En sus aspectos generales, las grandes sabidurías basan el concepto de felicidad en un acuerdo entre el universo y sus criaturas. Dicho de otra manera, nos aceptamos como somos y a partir de allí emprendemos la aventura de forjar un destino individual y colectivo. De hecho, la noción de tragedia acontece cuando se rompe ese principio de acuerdo y la existencia se plantea entonces como los restos de un naufragio que se desplazan a la deriva.
Pero los mercachifles que gobiernan el mundo han invertido la premisa: ahora se trata de que, desde muy temprano, las personas se sientan incómodas con su condición, empezando por su propio cuerpo. No me gusta mi nariz, no me agradan mis piernas, me incomoda mi cintura, me avergüenzo de mi color de piel, pero no tengo de qué preocuparme. Al fin y al cabo, las divinidades del consumo y la impostura han puesto sobre la tierra a unas criaturas bondadosas que se encargarán de corregir mis imperfecciones. Basta con examinar un catálogo, consultar el saldo de la cuenta de ahorros o en su defecto endeudarse y ¡zas! por arte de birlibirloque podré tener la nariz , las piernas, la cintura o el color de piel que ordenan lo que el poeta Antonio Machado llamó “ los afeites de la actual cosmética”.

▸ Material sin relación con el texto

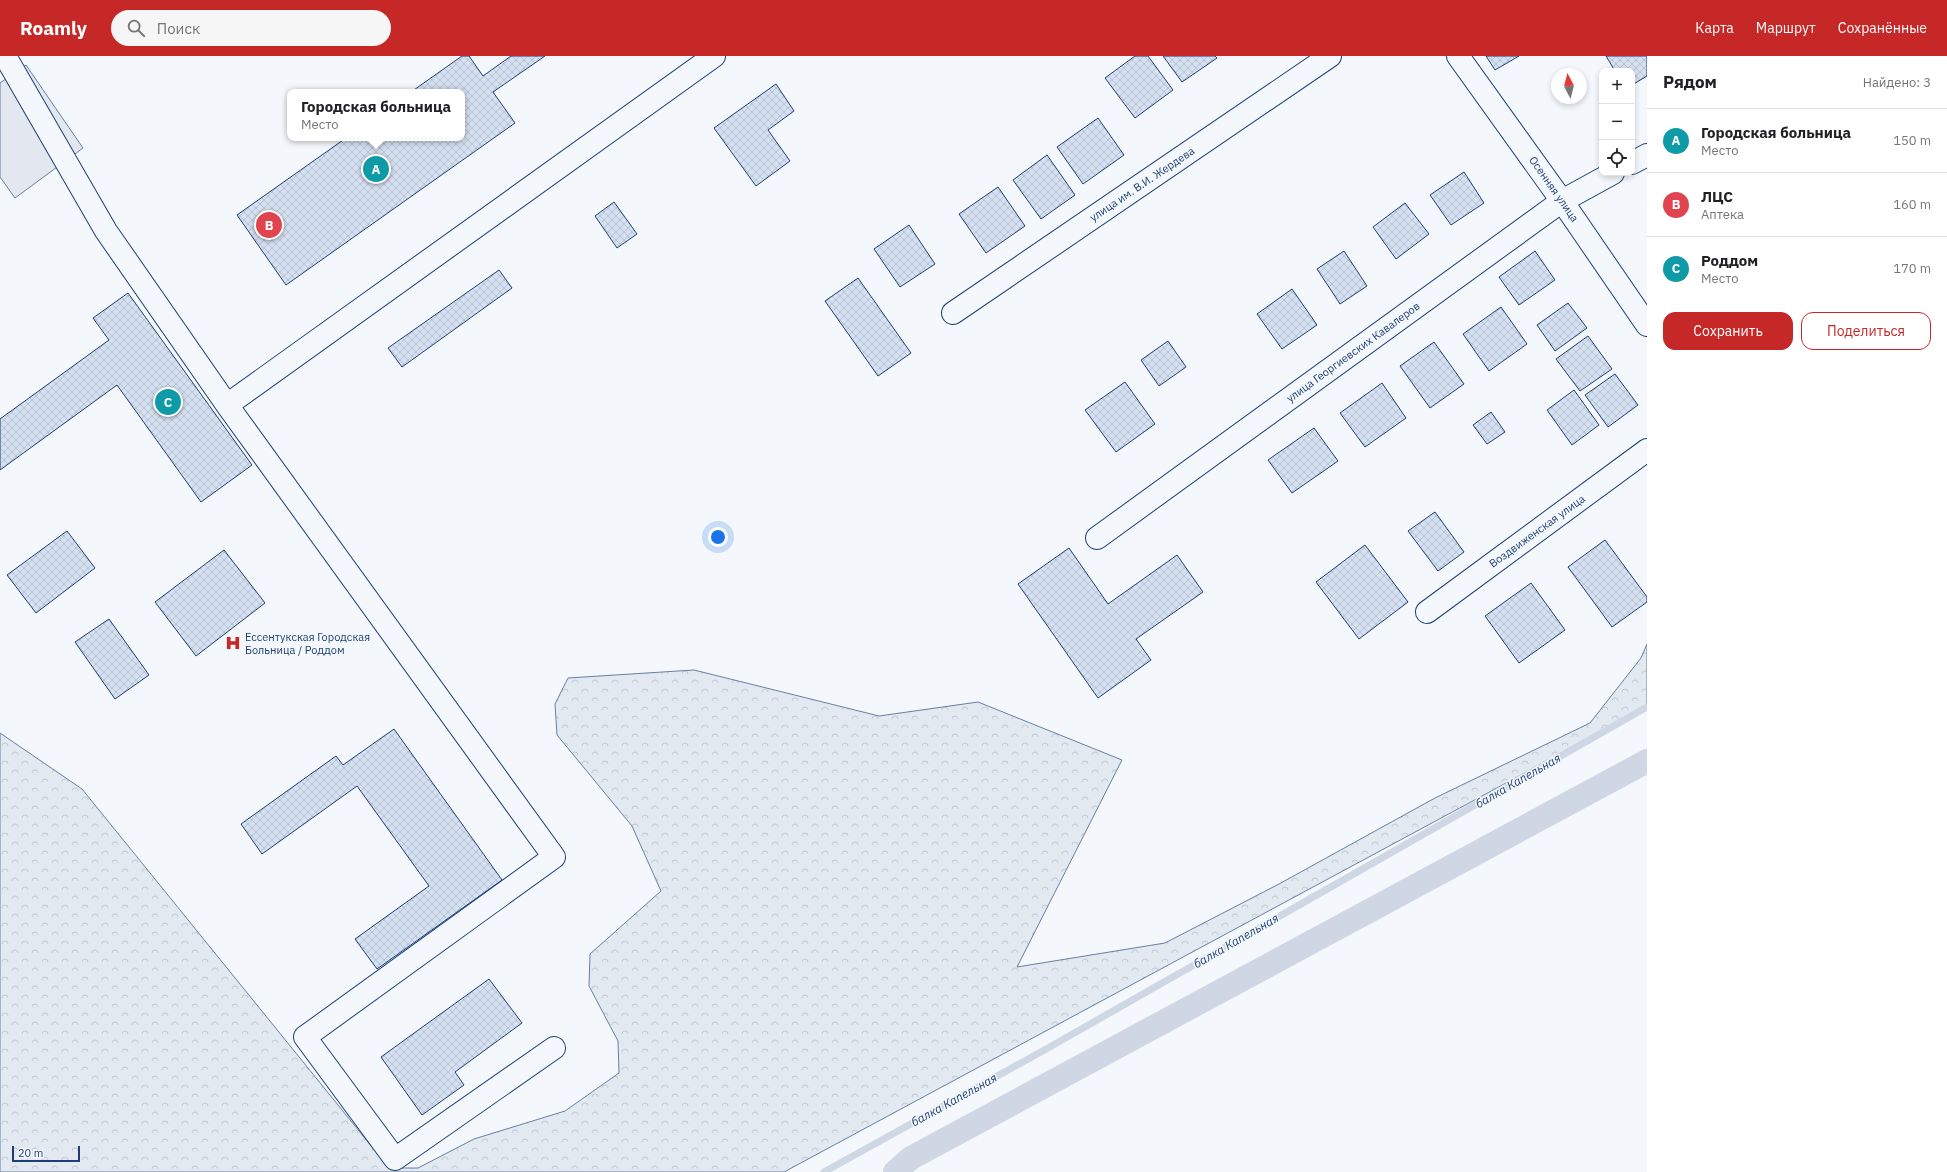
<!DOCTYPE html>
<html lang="ru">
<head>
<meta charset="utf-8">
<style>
  :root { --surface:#fff; --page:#f6f6f6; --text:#202124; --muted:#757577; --line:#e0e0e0; --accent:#c62828 }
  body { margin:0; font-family:"IBM Plex Sans",sans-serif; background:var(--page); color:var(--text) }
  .controls { position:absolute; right:12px; top:12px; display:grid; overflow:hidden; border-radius:8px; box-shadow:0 2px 6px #0003 }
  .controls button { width:36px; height:36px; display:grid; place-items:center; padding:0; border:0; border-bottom:1px solid var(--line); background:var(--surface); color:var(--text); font:20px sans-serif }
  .compass { position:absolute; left:1551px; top:12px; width:36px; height:36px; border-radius:50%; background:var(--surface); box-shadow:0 2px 6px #0003; rotate:353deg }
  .scale { position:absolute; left:12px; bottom:10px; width:68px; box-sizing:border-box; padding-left:4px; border:2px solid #1d3f73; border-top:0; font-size:11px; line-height:14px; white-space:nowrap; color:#1d3f73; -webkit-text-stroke:3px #f4f7fb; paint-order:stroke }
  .you { position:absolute; left:718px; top:481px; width:14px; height:14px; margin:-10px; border:3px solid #fff; border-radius:50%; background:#1a73e8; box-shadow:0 0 0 6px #1a73e833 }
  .badge { display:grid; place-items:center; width:26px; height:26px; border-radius:50%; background:var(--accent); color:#fff; font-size:13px; font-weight:700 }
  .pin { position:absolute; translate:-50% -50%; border:2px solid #fff; box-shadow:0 1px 4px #0006 }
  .popup { position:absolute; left:287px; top:33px; width:178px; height:52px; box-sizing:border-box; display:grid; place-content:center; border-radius:8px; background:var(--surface); filter:drop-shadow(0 1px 3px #0005); font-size:13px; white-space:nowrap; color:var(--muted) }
  .popup b { font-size:15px; color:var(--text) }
  .popup::after { content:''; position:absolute; left:50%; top:100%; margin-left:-8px; border:8px solid transparent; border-top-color:var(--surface) }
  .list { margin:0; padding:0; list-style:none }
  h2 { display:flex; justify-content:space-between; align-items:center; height:52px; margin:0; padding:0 16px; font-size:17px }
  h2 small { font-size:13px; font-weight:400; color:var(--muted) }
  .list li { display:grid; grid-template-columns:26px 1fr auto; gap:12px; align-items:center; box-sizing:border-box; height:64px; padding:0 16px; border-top:1px solid var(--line) }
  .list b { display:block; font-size:15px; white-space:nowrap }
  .list p { margin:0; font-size:13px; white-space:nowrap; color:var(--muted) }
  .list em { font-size:13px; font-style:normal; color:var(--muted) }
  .actions { display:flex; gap:8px; padding:12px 16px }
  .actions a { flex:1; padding:9px 0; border:1px solid var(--accent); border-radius:12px; text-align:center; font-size:14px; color:var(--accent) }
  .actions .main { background:var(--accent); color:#fff }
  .icon { flex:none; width:22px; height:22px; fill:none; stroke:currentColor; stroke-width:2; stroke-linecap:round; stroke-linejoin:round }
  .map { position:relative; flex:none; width:1647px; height:1116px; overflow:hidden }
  header { display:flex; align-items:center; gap:24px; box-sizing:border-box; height:56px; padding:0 20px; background:var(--accent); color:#fff }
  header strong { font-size:19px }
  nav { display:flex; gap:22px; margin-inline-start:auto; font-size:14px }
  .search { width:280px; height:36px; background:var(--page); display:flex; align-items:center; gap:10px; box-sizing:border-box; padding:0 14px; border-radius:22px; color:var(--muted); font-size:15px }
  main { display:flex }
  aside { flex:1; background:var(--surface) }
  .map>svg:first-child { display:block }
  .forest { fill:url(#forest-crowns); stroke:#687fa3 }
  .parking { fill:#e3e8f0; stroke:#687fa3 }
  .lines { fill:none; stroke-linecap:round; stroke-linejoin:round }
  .stream { stroke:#cfd7e4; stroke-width:7 }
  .canal { stroke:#cfd7e4; stroke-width:24 }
  .building { fill:url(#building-cross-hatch); stroke:#1d3f73 }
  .minor-casing { stroke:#1d3f73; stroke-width:24 }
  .minor { stroke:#f4f7fb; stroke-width:22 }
  .labels { text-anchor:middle; stroke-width:3; stroke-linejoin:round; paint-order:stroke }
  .street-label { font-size:11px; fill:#1d3f73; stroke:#f4f7fb }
  .poi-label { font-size:11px; fill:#1d3f73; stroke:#f4f7fb; text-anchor:start }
  .water-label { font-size:12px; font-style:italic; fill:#1d3f73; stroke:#f4f7fb }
</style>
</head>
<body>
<header>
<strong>Roamly</strong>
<div class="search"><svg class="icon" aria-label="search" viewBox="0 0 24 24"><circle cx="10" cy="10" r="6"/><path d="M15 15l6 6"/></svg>Поиск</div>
<nav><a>Карта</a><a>Маршрут</a><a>Сохранённые</a></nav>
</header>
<main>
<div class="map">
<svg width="1647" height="1116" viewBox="0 0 1647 1116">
  <defs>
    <pattern id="forest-crowns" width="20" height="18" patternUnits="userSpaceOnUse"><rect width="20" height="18" fill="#e3e9f0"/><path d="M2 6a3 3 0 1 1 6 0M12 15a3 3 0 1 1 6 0" fill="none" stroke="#c2c9d1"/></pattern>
    <pattern id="building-cross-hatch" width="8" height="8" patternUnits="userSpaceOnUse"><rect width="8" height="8" fill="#d5e0f0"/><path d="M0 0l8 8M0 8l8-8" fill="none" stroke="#b6c1d1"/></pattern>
  </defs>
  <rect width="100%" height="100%" fill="#f4f7fb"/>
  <path class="forest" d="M1647,588V649L1521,719L784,1116H0V677L82,733L389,1112H418L474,1083L565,1055L619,1017L618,985L589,930L590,898L661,835L632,770L557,679L555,648L568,622L694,614L879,660L978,646L1122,704L1017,911L1165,887L1279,828L1435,742L1590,667L1641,602Z"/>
  <path class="parking" d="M26,9L83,92L15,142L0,121V27Z"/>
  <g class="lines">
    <path class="stream" d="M824,1116L1048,992L1647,651"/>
    <path class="canal" d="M895,1116L911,1102L1647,705"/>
  </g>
  <path class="building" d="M462,0H469L483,20L511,0H545L493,36L515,67L286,229L237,159L346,82H462V36H411Z
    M1135,0H1148L1173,34L1135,62L1105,22Z
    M1163,0H1215L1217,2L1182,26Z
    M1486,0H1519L1495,14Z
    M1606,0H1647V20L1632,29V15H1615Z
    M776,28L794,55L768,74L790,105L756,130L714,72Z
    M1098,62L1124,99L1083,128L1057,91Z
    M1047,99L1075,139L1041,163L1013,124Z
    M1464,116L1484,147L1451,169L1430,139Z
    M998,131L1025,170L986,197L959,158Z
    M614,146L637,178L617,192L595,160Z
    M1405,147L1429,178L1396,203L1373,171Z
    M909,169L935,208L900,231L874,193Z
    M1344,195L1367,230L1340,248L1317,213Z
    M1535,195L1555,224L1519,249L1499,221Z
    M499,214L512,232L402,311L388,292Z
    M858,222L911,297L878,320L825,245Z
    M1292,233L1317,269L1282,293L1257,258Z
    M128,237L252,409L201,446L117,329L0,414V363L109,284L93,262Z
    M1568,247L1587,272L1555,295L1537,269Z
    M1501,251L1527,288L1489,315L1463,278Z
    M1588,280L1612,313L1580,335L1556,303Z
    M1168,285L1186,311L1159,330L1141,304Z
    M1434,286L1464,328L1430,352L1400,310Z
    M1615,318L1638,349L1608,371L1585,339Z
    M1125,326L1155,368L1116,396L1085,354Z
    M1382,327L1406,362L1365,391L1340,357Z
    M1574,334L1599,369L1572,389L1547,354Z
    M1491,356L1505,376L1487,388L1473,369Z
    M1314,372L1338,405L1292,437L1268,404Z
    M1435,456L1464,496L1438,515L1408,475Z
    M67,475L95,512L36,557L7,519Z
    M1605,484L1647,541V546L1612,571L1568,511Z
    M1365,489L1408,546L1359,583L1316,526Z
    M1069,492L1108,548L1177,499L1203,536L1136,583L1151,604L1098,642L1018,528Z
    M224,494L265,547L196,600L155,546Z
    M1531,527L1565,574L1519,607L1485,560Z
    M109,563L149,619L115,643L75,586Z
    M394,673L502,824L377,913L355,883L429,830L357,730L262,798L241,768L336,700L343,709Z
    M489,923L522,967L455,1016L464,1029L422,1059L381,1001Z"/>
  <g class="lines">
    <defs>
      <path id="minor" d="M5,0L106,175L227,349L714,0
        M1458,0L1562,145L1647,269
        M1632,107L1647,99
        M953,257L1330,0
        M227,349L554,801L305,981L395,1103L554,992
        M1097,482L1562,145L1613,117
        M1427,556L1647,394"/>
    </defs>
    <use href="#minor" class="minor-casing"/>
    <use href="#minor" class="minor"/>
  </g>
  <defs>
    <symbol id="hospital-bare" viewBox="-9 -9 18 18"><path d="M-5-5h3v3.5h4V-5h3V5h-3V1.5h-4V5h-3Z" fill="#c62828" stroke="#f4f7fb" stroke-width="2.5" paint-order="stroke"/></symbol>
  </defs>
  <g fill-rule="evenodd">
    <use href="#hospital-bare" x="222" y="576" width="22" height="22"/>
  </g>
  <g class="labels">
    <g class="street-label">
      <text transform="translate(1142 128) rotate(-34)" y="4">улица им. В.И. Жердева</text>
      <text transform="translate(1554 133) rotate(55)" y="4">Осенняя улица</text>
      <text transform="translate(1353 296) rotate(-36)" y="4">улица Георгиевских Кавалеров</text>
      <text transform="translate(1537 475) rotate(-36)" y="4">Воздвиженская улица</text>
    </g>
    <g class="poi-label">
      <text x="245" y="585">Ессентукская Городская<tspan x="245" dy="13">Больница / Роддом</tspan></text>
    </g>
    <g class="water-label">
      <text transform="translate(1518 725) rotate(-30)" y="4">балка Капельная</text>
      <text transform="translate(1236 885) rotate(-30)" y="4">балка Капельная</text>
      <text transform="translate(954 1044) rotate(-29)" y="4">балка Капельная</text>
    </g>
  </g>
</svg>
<div class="controls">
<button>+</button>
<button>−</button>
<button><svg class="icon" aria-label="locate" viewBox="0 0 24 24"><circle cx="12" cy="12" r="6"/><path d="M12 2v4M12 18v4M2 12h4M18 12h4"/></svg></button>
</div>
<svg class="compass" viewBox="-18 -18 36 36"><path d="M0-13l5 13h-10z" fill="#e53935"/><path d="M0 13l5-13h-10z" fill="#757577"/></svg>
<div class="scale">20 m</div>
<div class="you"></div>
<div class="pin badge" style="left:376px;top:113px;background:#0f9aa8">A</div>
<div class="popup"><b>Городская больница</b>Место</div>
<div class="pin badge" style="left:269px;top:169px;background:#e0444e">B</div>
<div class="pin badge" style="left:168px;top:346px;background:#0f9aa8">C</div>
</div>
<aside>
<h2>Рядом<small>Найдено: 3</small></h2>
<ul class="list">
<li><span class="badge" style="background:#0f9aa8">A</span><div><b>Городская больница</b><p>Место</p></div><em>150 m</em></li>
<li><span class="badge" style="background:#e0444e">B</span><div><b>ЛЦС</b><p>Аптека</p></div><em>160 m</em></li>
<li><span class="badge" style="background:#0f9aa8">C</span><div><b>Роддом</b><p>Место</p></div><em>170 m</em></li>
</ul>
<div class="actions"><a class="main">Сохранить</a><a>Поделиться</a></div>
</aside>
</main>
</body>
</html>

El resultado no ha sido ni mucho menos un mínimo de equilibrio. Todo lo contrario: la clave del negocio está en estimular y multiplicar los niveles de insatisfacción para que la máquina siga su marcha. Ahora nos hablan, por ejemplo, de la“depresión post cirugía”, una especie de pulsión en la cual quienes se sometieron a un procedimiento estético añoran su anterior situación, momento en el que una nueva legión de mercaderes no se fija en gastos a la hora de diversificar el catálogo. Al fin y al cabo, puede ser que su nueva nariz no haga juego con las orejas, de modo que le ofrecemos achicar estas últimas. Razón le asiste entonces a mi vecino, el poeta Aranguren, cuando ante ese panorama ha decidido emprender una campaña para reivindicar a las que el denomina “Las talla M”, es decir, las simples, sencillas y terrenales mujeres que todos los días se empecinan en ser ellas mismas, sin hacerle el juego a quienes , a través de todas las artimañas posibles, las empujan hacia la hoguera de las vanidades.